If the Bush administration was indeed complicit in playing a role in carrying out the coup, it would add yet another lamentable scar to Washington's reputation for a lack of probity when it comes to conducting its inter-American diplomacy. If the past is any guide, such events as the CIA's role in Chile in 1973 and in Grenada in the early months of the Reagan administration, could have served as an effective model for a strategy of single-mindedly generating chaos in order to topple the Chavez government through undermining the country's economic stability. The CIA's behind-the-scene operations in the Chilean trucker's strike in 1971, at which time the organization secretly orchestrated and helped to finance the artificial prolongation of what on the surface appeared as a work stoppage, which in reality was a plot to further weaken the Allende government and reduce its popularity through impeding the delivery of food and other essentials, could have been the precise template that was followed last week in Venezuela. The scenario that followed would have had CIA operatives acting in liaison with elements of the Venezuelan military and intelligence units, as well as with opposition business and labor leaders to coordinate the conversion of what had been promoted as a brief work stoppage protesting the genuine grievances over the appointment of several pro-Chavez individuals to the board of directors of the state petroleum company (PDVSA), to trying to bring the government down. At this point it became clear that the strike's mission was to contribute to an atmosphere of fear and uncertainty, thereby further isolating Chavez and his backers. This game plan would have to focus on the country's all-important petroleum industry. If Kissinger was correct in once insisting that any outside threat to Saudi Arabia's oil deposits would be a casus belli for the U.S., the same could be argued for any interruption of Venezuelan oil shipments to the U.S., since Caracas is the third largest exporter of oil to this nation, currently supplying 15% of its total foreign imports, far more than the Saudis.

Of course, the difference between Saudi Arabia and Venezuela is that the latter was witnessing an internal not an external threat to its production-the strike-and that the uproar in the South America nation was because Chavez had used his legal authority to replace a number PDVSA directors with whom he had lost confidence. This is not to deny that the Venezuelan president had committed a series of imprudent acts (in distinction to "unjust" acts) while in office and had, in retrospect, staged perhaps too many extraneous confrontations with key institutions and figures in Venezuelan public life-such as the church, the media, the business community and important trade union officials. But it is equally important to note what Chavez did not do. Unlike so many Latin American regimes that enjoyed close White House ties in recent administrations, he never sanctioned political assassinations or torture, or even minor human rights violations. Chavez may have been volatile, brusque, eccentric or maybe even bizarre at times, but he was never cruel, insolent, sinister or corrupt; Compared to Fujimori of Peru, Banzer of Bolivia or Rios Montt of Guatemala-all well regarded by the White House in their time-Chavez was a veritable angel, if a somewhat flawed one. It could be credibly argued that the Venezuelan president was a person of much greater stature than most of those who tried to bring him down.

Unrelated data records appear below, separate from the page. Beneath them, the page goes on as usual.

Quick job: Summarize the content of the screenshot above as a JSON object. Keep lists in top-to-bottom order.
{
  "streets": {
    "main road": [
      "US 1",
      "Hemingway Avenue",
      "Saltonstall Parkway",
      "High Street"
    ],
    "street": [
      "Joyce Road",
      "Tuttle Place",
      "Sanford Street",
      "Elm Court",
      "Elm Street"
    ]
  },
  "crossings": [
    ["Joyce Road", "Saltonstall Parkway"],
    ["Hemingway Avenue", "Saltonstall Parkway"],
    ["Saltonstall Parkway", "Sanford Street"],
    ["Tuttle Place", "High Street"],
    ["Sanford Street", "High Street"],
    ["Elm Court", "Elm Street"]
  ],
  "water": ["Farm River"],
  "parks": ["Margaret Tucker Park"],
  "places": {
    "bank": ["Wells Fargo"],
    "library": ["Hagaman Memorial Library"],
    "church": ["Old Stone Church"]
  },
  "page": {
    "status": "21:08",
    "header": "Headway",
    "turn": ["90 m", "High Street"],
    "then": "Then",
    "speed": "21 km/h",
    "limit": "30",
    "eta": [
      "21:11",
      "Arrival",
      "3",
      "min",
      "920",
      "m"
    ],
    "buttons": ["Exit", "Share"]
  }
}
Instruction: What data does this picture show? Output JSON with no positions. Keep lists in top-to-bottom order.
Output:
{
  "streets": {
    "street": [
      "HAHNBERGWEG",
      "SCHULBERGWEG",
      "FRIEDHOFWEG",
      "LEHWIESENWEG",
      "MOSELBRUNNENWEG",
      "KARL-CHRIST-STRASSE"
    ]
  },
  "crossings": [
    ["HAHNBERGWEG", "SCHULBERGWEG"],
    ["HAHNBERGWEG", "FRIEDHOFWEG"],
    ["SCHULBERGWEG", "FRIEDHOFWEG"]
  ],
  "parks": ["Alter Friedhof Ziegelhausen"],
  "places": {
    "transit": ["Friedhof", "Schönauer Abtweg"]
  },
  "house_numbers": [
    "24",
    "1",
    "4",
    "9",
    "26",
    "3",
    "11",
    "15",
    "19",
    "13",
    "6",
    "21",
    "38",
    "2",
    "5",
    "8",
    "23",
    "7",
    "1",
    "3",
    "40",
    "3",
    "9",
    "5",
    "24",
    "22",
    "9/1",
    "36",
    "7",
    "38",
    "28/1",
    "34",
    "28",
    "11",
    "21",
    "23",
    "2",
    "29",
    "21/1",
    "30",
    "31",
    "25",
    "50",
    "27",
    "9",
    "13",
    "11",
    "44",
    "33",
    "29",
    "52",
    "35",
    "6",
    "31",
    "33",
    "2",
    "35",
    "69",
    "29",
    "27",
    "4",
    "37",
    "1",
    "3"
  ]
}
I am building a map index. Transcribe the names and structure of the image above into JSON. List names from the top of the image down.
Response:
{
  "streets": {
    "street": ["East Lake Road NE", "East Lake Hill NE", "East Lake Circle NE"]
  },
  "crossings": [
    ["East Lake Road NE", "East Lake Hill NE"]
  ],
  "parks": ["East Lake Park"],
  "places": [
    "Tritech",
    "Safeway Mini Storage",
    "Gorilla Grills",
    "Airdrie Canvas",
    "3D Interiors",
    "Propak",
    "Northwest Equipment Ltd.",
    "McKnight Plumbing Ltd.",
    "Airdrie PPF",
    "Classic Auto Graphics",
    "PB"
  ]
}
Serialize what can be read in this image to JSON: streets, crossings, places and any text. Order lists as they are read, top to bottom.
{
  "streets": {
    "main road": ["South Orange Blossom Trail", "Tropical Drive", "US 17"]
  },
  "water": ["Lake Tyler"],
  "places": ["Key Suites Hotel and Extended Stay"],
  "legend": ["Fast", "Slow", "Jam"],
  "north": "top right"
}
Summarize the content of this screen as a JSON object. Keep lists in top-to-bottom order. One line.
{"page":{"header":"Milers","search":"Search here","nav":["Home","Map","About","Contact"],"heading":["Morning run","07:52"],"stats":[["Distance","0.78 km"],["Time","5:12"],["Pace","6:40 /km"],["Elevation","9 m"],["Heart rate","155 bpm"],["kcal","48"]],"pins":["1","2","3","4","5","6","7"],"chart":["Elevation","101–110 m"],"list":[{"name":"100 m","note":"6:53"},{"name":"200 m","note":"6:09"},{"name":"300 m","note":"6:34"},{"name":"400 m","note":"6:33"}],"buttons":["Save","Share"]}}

Nor should one overlook the possible role played by Otto Reich-who was the ambassador to Venezuela during the first Bush administration-in this hypothetical orchestration of dirty tricks to undermine the Chavez regime. Reich's selection as the assistant secretary of state for inter-American affairs was wholeheartedly backed by his fellow Miami-based Cuban-American extremists as a reward for getting Florida's vote out during the last presidential election. Although never formally confirmed by the Senate, Reich was the beneficiary of a White House recess appointment last January, after which he officially began to work on Latin American issues, although on a de facto basis, he had been assigned a State Department desk months before and already was helping to make hemispheric policy. Given his background and the intensity of his hatred of Chavez's role model, Castro, it is inconceivable that Reich, whose legendary penchant for skullduggery was firmly established while heading the contra-era Office of Public Diplomacy, was not an advocate of a plot to oust Chavez.

A Man who has Served his Country

Under Chavez, the atmosphere in Caracas may have been stridently polemical, but it never posed a significant threat to U.S. national security, if only because of the almost 14,000 Citgo gas stations throughout this country operated as a subsidiary of Venezuela's state-owned petroleum corporation, were ample hostages for his good faith. Moreover, where else would he sell his 2 million barrels of petroleum a day, even if he was intent on staging a boycott of the U.S?

If President Chavez had done damage to his country by contributing to a divisive political atmosphere, he must be condemned for it. But it also must be recognized that he made a substantial contribution to his country by adhering much closer to the democratic rules of the game than his political predecessors and would-be successors, who talked a good line, but misused the decades in which they ruled Venezuela. During his presidency, Chavez acted as the people's tribune, challenging the vested interests in a society notorious for its insidious corruption at every plateau of public life, in which he has never been tainted. His ascent to the peak of his country's governance was due to the populace's angry repudiation of the corruption that had been fathered by the country's two dominant political parties, Democratic Action and the Christian Democrats. In the end, Chavez's adherence to the rules of democracy almost cost him his presidency and his country, and its democratic legitimacy. His martyrdom in the eyes of Latin America's poor, could have led to uncontrollable violence and instability. His political resurrection is a testament to the will of the Venezuelan people and sign that they still insist upon the sweeping economic and political reforms promised during his 1998 democratic election, but possibly without Chavez's sneering rhetoric and combat readiness, this time to be replaced by a less abrasive style, for the betterment of his program and his nation's future.

Ends

This analysis was prepared by Alex Volberding and Larry Birns, COHA research group.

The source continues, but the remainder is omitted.